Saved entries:
=== Section Start ===
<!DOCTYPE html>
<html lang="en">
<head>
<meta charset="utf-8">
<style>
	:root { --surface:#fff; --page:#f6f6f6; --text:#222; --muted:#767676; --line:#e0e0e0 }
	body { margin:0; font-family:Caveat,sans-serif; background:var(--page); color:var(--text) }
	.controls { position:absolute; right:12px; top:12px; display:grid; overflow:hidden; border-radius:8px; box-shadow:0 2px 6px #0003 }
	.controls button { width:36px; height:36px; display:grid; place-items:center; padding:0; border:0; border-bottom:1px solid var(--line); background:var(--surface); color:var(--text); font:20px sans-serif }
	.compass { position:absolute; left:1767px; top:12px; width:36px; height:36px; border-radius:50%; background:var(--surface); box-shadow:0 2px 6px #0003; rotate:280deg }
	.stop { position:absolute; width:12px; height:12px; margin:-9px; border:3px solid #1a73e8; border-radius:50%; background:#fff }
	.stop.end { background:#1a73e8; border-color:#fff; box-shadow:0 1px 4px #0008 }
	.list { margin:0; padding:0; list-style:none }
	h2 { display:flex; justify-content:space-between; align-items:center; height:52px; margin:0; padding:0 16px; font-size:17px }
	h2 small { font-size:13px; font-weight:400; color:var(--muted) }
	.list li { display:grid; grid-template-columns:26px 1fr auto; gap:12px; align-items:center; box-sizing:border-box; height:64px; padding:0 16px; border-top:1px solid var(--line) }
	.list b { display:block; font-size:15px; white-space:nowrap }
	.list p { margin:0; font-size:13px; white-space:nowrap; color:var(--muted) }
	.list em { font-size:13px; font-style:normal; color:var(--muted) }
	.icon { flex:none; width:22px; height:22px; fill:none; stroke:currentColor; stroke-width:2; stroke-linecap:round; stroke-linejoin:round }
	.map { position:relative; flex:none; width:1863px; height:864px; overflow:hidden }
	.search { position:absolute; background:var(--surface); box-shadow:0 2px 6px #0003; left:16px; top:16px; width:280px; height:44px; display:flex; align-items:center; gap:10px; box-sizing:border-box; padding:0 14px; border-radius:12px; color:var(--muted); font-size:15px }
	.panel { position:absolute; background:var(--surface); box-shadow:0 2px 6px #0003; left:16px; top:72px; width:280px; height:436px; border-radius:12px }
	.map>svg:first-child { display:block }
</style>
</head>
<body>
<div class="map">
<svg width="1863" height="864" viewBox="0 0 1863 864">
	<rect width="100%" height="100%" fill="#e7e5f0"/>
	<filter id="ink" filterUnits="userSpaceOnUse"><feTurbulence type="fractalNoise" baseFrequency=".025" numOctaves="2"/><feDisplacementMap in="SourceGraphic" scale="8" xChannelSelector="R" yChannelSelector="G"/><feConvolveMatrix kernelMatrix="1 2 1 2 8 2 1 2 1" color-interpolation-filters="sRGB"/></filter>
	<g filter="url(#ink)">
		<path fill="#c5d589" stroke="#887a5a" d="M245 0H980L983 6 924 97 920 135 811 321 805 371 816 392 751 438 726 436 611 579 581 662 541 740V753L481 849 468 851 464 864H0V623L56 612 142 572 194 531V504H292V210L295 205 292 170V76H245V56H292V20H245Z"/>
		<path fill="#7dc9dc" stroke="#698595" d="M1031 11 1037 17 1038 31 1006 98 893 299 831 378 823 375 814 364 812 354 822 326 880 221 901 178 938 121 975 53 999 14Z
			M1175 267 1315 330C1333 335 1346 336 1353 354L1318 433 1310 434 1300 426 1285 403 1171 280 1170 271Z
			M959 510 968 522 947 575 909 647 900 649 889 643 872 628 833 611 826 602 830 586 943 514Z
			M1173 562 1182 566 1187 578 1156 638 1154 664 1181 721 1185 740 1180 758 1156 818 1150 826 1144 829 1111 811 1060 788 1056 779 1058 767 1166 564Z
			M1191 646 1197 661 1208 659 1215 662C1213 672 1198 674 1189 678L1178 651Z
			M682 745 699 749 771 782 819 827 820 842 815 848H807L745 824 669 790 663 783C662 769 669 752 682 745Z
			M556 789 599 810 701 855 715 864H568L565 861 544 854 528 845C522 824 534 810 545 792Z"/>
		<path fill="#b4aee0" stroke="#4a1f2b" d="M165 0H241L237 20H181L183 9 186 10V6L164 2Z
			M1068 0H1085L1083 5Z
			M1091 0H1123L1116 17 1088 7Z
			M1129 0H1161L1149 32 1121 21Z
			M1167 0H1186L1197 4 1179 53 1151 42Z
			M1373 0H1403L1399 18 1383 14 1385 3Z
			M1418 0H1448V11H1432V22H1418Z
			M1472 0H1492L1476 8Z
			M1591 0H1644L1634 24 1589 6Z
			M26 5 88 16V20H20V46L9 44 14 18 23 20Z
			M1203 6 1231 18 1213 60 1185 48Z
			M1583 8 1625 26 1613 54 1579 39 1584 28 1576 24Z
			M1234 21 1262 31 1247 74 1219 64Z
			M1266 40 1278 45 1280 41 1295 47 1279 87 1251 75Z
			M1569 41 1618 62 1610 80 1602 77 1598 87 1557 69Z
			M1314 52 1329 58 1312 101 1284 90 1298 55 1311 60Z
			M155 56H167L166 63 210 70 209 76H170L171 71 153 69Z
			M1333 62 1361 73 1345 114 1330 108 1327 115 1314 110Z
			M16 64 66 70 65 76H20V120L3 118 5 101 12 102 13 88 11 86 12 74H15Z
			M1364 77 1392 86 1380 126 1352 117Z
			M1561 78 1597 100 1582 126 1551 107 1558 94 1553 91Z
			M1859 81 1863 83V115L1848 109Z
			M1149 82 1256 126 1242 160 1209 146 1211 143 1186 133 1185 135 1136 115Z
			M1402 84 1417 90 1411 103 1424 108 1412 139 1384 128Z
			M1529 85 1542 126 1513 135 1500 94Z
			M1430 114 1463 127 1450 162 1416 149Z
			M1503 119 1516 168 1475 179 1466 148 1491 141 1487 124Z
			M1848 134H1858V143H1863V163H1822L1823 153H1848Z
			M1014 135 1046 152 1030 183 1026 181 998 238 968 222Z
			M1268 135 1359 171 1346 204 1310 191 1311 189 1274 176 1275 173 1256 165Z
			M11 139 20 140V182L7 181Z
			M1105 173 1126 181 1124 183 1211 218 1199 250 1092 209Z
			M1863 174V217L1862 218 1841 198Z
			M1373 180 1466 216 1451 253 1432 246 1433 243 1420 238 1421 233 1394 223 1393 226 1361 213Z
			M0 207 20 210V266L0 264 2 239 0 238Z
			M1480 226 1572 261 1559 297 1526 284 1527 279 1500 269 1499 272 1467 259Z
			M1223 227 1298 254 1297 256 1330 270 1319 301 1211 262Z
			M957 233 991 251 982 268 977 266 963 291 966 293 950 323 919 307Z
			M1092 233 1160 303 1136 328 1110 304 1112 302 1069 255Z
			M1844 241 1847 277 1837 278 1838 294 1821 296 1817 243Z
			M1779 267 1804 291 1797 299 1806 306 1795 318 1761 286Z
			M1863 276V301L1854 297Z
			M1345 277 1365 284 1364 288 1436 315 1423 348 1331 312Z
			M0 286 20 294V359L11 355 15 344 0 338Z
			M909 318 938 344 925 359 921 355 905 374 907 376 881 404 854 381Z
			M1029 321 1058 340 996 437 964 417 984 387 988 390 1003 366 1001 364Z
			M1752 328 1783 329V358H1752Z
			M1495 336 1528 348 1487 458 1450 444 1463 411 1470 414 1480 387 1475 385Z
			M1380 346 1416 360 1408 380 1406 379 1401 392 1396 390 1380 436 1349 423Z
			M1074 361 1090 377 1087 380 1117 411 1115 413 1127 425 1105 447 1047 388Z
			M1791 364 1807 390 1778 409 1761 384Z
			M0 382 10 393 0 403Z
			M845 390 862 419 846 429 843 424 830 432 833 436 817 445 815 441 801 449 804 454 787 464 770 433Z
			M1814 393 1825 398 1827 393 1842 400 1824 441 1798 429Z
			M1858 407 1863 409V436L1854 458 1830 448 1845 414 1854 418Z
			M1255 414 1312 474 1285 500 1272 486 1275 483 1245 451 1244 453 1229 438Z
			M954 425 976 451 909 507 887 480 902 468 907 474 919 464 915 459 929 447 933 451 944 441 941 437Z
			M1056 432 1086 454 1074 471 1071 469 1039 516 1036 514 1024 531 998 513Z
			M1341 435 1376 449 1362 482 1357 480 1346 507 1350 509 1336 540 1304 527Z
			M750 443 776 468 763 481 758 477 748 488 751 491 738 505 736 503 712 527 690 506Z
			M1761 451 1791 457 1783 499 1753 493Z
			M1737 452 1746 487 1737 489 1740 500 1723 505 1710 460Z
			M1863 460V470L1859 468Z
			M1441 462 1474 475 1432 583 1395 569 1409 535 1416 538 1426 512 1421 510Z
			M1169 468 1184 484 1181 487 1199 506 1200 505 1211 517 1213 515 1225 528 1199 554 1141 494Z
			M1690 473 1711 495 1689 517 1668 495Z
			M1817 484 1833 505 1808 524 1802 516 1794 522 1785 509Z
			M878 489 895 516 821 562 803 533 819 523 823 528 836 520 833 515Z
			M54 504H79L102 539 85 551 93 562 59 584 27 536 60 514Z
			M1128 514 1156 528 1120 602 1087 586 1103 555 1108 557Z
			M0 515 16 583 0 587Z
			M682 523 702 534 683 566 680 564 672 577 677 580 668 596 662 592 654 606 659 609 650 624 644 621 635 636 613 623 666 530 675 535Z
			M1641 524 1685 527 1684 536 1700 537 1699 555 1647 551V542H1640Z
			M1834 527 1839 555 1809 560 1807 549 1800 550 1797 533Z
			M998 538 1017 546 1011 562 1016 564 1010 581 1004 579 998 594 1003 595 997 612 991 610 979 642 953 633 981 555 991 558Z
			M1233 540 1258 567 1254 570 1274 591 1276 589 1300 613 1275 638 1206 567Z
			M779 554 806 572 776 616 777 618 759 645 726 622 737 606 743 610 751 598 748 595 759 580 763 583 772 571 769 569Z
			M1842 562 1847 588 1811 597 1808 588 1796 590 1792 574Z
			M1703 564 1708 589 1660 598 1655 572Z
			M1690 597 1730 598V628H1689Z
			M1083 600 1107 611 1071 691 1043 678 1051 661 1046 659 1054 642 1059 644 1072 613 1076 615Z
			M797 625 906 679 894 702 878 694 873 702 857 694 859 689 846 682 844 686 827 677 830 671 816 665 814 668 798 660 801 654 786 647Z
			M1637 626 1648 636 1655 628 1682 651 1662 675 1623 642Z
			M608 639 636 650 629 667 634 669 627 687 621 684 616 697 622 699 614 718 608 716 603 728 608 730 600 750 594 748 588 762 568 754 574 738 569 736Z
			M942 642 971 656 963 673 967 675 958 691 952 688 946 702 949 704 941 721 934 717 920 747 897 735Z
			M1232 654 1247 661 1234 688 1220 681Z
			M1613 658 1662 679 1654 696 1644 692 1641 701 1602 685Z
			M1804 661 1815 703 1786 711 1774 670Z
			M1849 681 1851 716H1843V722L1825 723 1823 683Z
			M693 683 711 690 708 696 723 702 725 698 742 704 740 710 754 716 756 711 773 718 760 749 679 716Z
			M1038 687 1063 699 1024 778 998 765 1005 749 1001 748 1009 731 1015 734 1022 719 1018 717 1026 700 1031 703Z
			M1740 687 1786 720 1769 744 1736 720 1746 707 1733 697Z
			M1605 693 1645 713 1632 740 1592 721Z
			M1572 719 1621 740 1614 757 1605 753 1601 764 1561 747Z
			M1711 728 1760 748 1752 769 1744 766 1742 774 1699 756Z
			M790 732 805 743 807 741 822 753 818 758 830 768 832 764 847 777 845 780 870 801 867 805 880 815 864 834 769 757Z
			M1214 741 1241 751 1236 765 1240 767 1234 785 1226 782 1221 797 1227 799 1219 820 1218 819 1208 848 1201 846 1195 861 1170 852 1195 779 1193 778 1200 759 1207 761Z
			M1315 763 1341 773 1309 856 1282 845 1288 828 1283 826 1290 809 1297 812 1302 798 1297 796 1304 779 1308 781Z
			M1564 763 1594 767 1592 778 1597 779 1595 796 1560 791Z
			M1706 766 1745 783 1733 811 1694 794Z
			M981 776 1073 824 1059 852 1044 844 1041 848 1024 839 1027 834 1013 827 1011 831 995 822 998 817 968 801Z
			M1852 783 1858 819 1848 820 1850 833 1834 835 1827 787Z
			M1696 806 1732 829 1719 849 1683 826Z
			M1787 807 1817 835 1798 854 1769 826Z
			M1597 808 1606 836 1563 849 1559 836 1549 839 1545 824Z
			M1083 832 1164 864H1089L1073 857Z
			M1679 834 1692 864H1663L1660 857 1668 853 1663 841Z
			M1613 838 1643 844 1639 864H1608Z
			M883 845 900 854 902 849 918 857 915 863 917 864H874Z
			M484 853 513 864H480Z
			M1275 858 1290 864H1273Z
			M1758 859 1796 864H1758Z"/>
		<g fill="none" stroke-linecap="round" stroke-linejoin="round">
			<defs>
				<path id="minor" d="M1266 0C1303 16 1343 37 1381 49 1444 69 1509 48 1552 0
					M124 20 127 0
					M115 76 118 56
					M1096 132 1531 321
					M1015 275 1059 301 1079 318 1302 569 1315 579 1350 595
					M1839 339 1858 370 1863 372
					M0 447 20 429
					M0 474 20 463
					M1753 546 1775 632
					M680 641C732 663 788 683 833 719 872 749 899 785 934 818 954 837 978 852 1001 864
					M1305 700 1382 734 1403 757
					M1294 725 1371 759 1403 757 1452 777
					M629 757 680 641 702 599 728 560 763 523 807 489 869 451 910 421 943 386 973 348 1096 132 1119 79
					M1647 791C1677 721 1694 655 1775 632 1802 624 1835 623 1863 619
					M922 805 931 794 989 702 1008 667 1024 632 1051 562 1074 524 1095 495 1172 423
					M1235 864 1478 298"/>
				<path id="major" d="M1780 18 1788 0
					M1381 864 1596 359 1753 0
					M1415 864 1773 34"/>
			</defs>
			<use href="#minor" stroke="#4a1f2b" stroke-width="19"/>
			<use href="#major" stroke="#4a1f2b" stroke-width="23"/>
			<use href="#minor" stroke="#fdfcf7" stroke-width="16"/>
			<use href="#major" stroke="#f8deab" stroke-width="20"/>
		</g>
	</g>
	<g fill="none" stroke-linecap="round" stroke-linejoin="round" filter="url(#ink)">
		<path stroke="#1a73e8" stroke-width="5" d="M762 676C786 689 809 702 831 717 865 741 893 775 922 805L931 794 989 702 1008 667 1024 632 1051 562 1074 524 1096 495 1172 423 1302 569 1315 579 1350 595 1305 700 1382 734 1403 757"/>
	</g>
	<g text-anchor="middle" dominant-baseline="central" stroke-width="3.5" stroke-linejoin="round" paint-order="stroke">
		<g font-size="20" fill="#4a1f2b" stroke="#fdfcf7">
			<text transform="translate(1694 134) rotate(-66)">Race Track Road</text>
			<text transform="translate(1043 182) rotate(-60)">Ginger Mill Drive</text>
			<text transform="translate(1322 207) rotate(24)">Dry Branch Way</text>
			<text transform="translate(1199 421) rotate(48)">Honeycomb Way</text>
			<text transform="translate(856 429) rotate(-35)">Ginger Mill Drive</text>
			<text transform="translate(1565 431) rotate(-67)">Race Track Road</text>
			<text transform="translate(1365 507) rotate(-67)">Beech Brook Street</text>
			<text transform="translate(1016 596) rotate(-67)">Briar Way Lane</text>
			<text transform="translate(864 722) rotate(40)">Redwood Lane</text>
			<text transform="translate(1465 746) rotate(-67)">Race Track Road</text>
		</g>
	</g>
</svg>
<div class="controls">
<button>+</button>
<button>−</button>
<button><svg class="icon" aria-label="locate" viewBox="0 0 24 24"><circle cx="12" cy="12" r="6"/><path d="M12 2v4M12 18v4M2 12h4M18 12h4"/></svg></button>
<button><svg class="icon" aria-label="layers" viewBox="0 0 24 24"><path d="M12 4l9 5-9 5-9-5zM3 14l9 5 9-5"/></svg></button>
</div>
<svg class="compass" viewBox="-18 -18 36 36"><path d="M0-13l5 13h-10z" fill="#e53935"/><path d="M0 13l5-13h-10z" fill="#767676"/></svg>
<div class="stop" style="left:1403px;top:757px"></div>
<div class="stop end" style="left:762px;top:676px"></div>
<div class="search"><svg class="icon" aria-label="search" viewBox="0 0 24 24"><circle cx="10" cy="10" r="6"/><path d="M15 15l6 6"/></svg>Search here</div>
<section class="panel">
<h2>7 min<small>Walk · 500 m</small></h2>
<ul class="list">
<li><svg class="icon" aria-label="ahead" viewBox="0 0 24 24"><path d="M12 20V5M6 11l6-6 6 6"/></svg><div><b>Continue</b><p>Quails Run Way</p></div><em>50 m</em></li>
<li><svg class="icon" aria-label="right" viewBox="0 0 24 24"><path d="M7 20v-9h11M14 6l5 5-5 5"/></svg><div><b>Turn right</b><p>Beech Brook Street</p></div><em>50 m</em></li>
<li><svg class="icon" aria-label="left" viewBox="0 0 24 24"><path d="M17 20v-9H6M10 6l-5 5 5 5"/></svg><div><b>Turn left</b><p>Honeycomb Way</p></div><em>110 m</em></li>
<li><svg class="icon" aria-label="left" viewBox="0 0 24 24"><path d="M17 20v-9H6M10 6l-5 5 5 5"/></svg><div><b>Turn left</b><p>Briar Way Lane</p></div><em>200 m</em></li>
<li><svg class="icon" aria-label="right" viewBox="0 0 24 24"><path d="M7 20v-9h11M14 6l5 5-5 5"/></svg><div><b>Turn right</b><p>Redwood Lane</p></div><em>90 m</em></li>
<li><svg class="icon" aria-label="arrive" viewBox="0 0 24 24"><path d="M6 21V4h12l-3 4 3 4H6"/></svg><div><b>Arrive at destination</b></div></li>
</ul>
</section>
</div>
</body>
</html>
=== Section End ===
Exercise objective: Work out how many lines of the data include the word "solid". Then write only that number.

Output for this exercise: 3